Instructions for the task
Task for the records below: repeat the line containing "Annotation task. Describe" and every line after it, exactly and with nothing else, but leave out the pictures.

The records
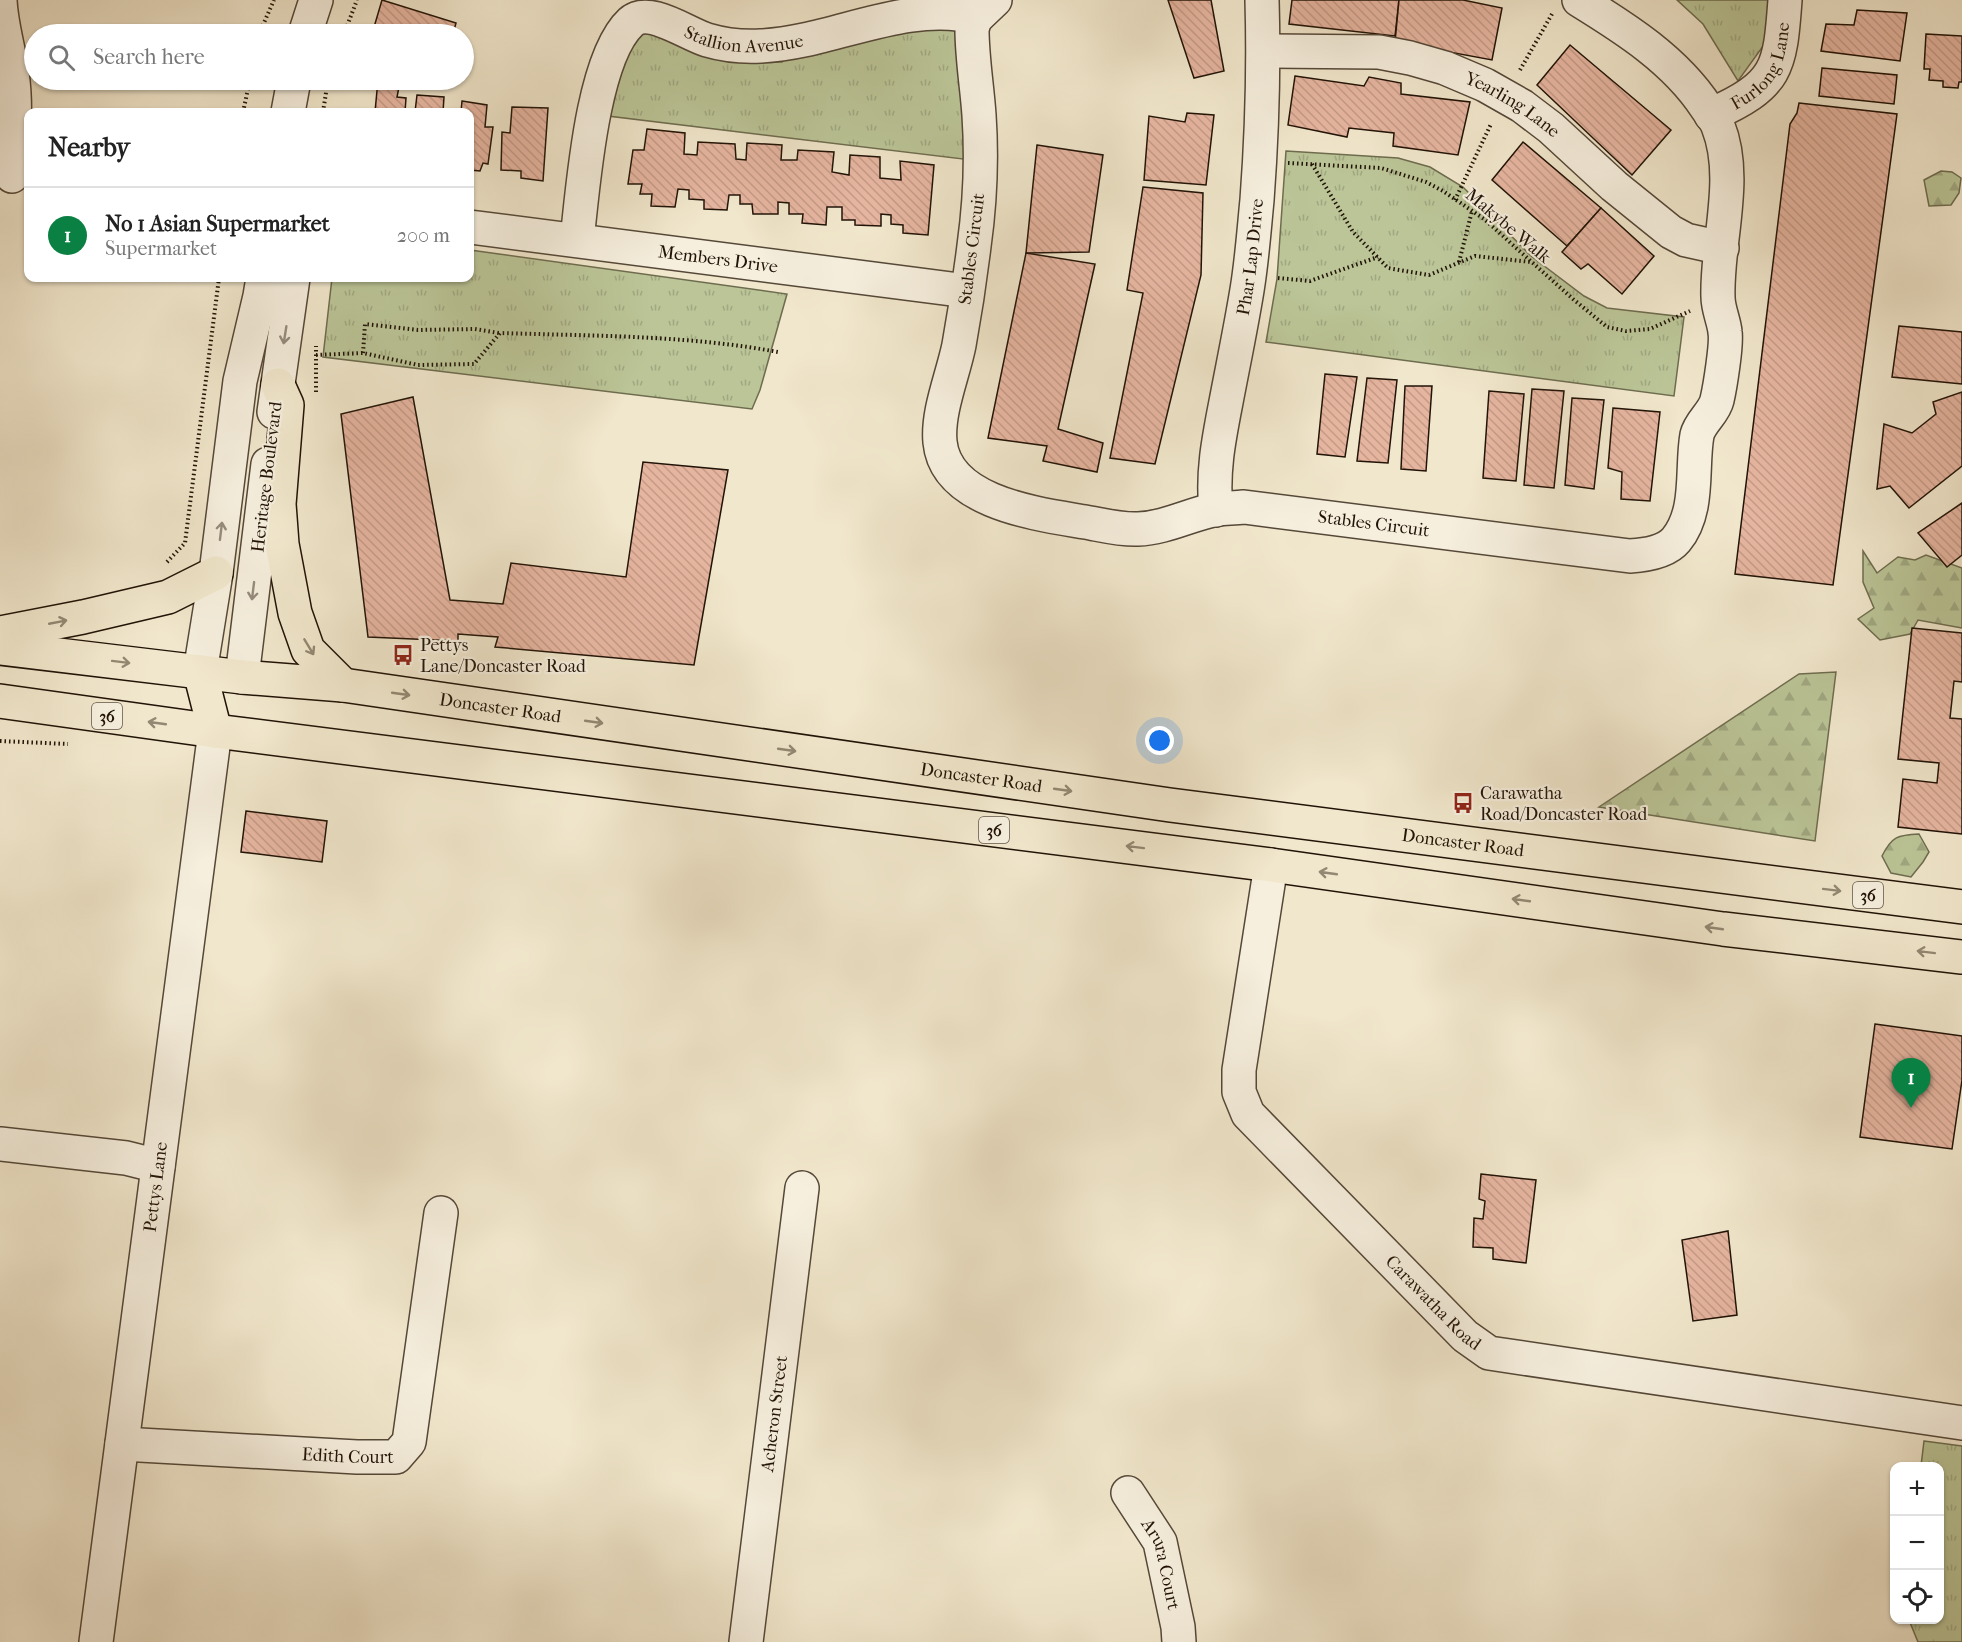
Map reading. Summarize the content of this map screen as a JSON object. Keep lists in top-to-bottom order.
{
  "streets": {
    "main road": ["Doncaster Road", "36"],
    "street": [
      "Stallion Avenue",
      "Furlong Lane",
      "Yearling Lane",
      "Stables Circuit",
      "Phar Lap Drive",
      "Members Drive",
      "Heritage Boulevard",
      "Pettys Lane",
      "Carawatha Road",
      "Acheron Street",
      "Edith Court",
      "Arura Court"
    ],
    "path": ["Makybe Walk"]
  },
  "crossings": [
    ["Stallion Avenue", "Stables Circuit"],
    ["Stallion Avenue", "Members Drive"],
    ["Furlong Lane", "Stables Circuit"],
    ["Yearling Lane", "Stables Circuit"],
    ["Yearling Lane", "Phar Lap Drive"],
    ["Makybe Walk", "Stables Circuit"],
    ["Makybe Walk", "Phar Lap Drive"],
    ["Stables Circuit", "Phar Lap Drive"],
    ["Stables Circuit", "Members Drive"],
    ["Heritage Boulevard", "Doncaster Road"],
    ["36", "Pettys Lane"],
    ["36", "Carawatha Road"],
    ["Pettys Lane", "Edith Court"]
  ],
  "places": {
    "bus stop": ["Pettys Lane/Doncaster Road", "Carawatha Road/Doncaster Road"]
  },
  "page": {
    "search": "Search here",
    "heading": "Nearby",
    "list": [
      {
        "mark": "1",
        "name": "No 1 Asian Supermarket",
        "note": "Supermarket",
        "value": "200 m"
      }
    ],
    "pins": "1",
    "map_buttons": ["+", "−"]
  }
}
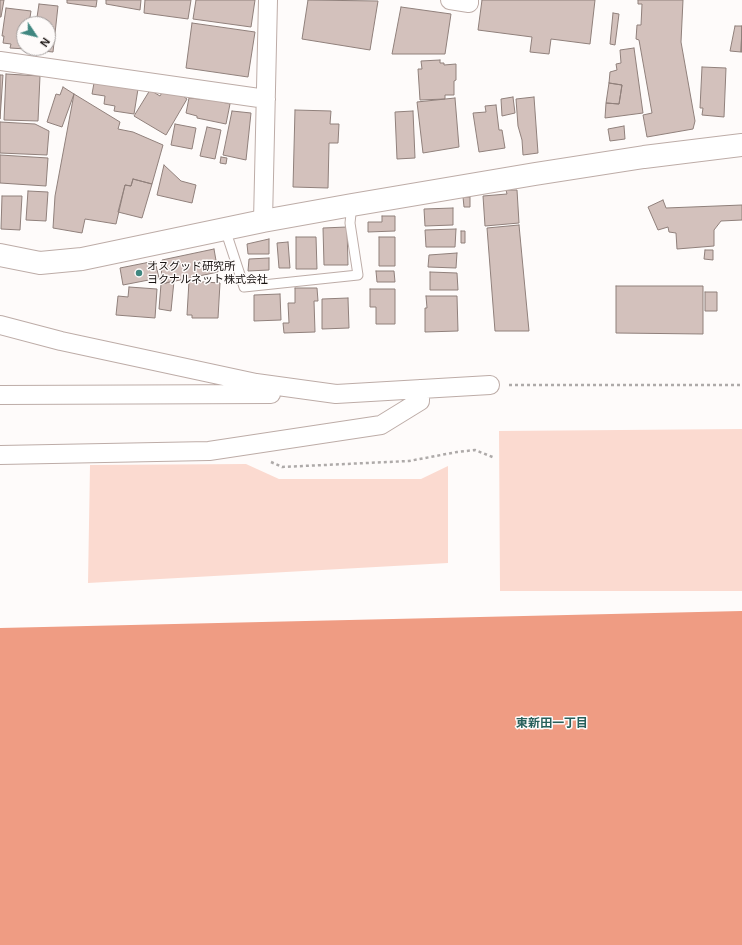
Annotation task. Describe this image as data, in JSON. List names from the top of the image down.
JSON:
{
  "districts": ["東新田一丁目"],
  "places": ["オスグッド研究所 ヨクナルネット株式会社"],
  "north": "bottom right"
}
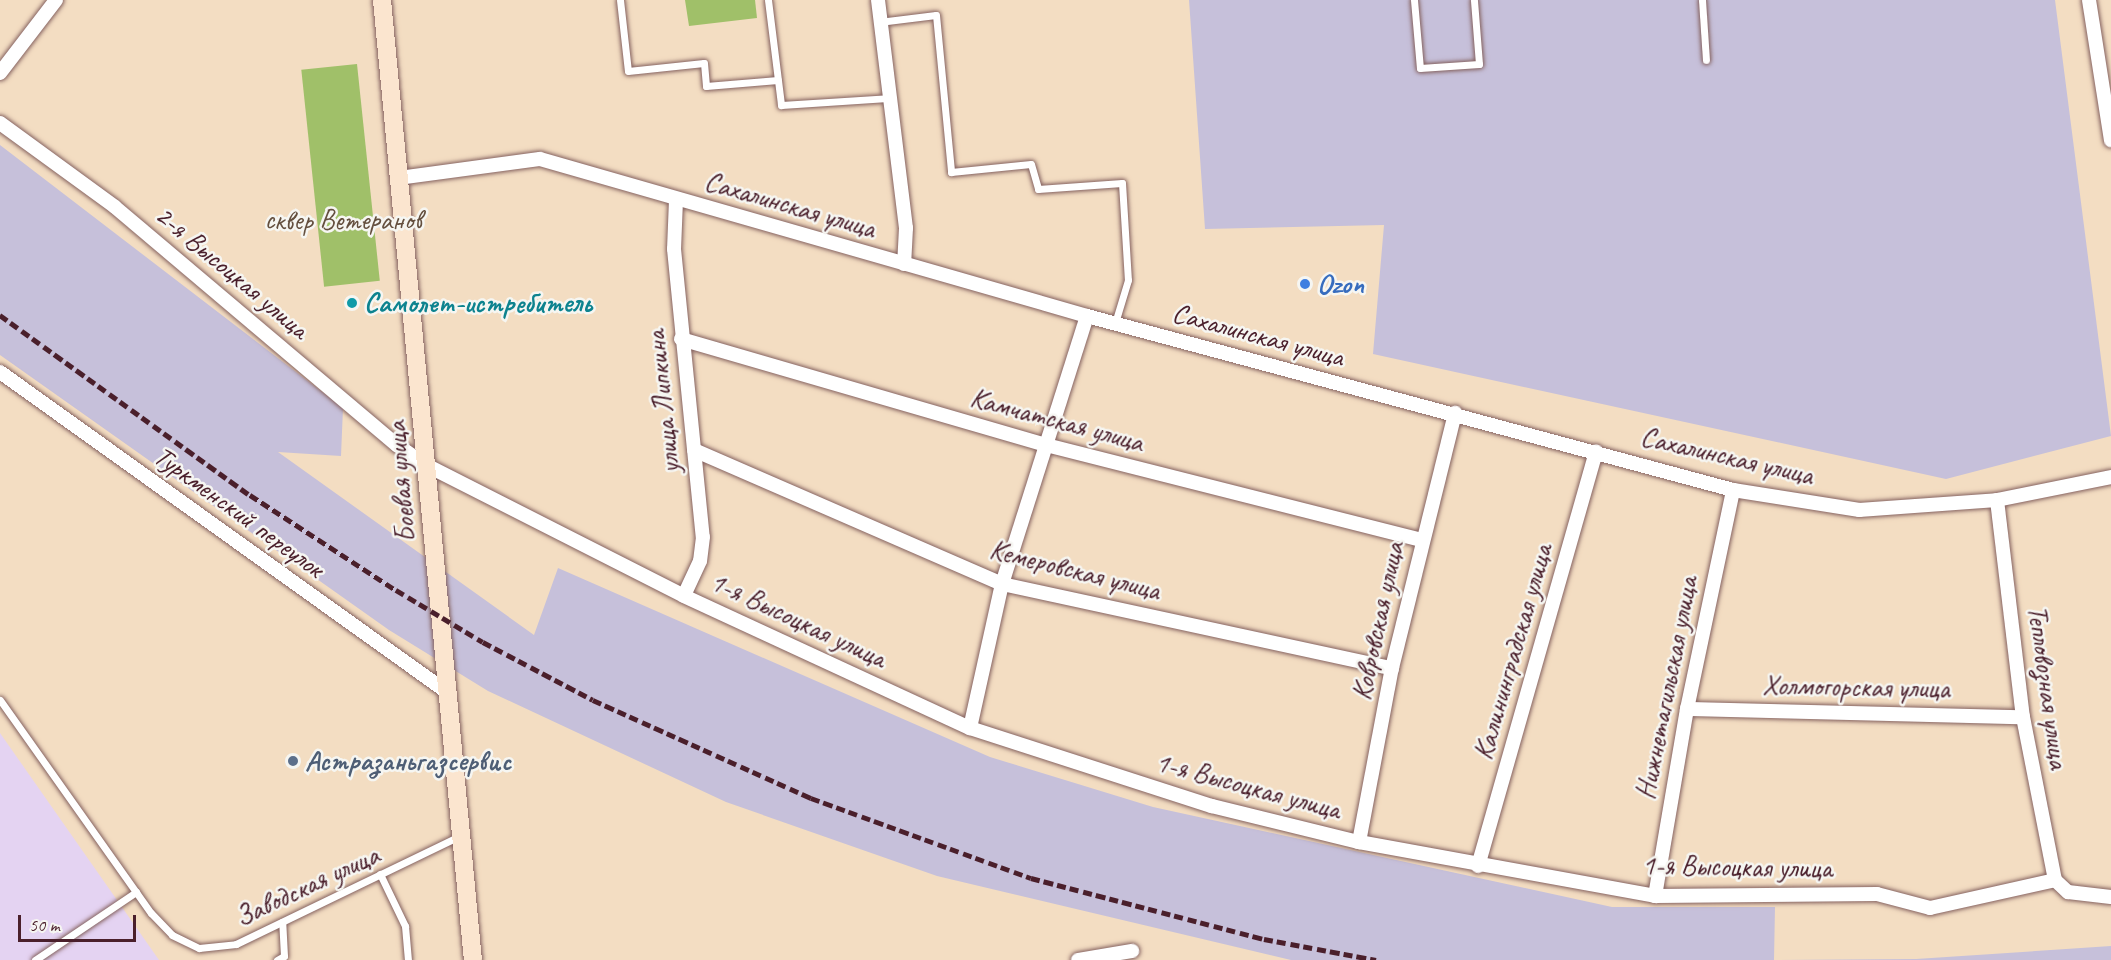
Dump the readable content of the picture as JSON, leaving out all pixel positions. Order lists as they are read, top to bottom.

Task result
Annotation task. Describe this image as data, in JSON. List names from the top of the image down.
JSON:
{
  "districts": ["東新田一丁目"],
  "places": ["オスグッド研究所 ヨクナルネット株式会社"],
  "north": "bottom right"
}
Dump the readable content of the picture as JSON, leaving out all pixel positions. Order lists as they are read, top to bottom.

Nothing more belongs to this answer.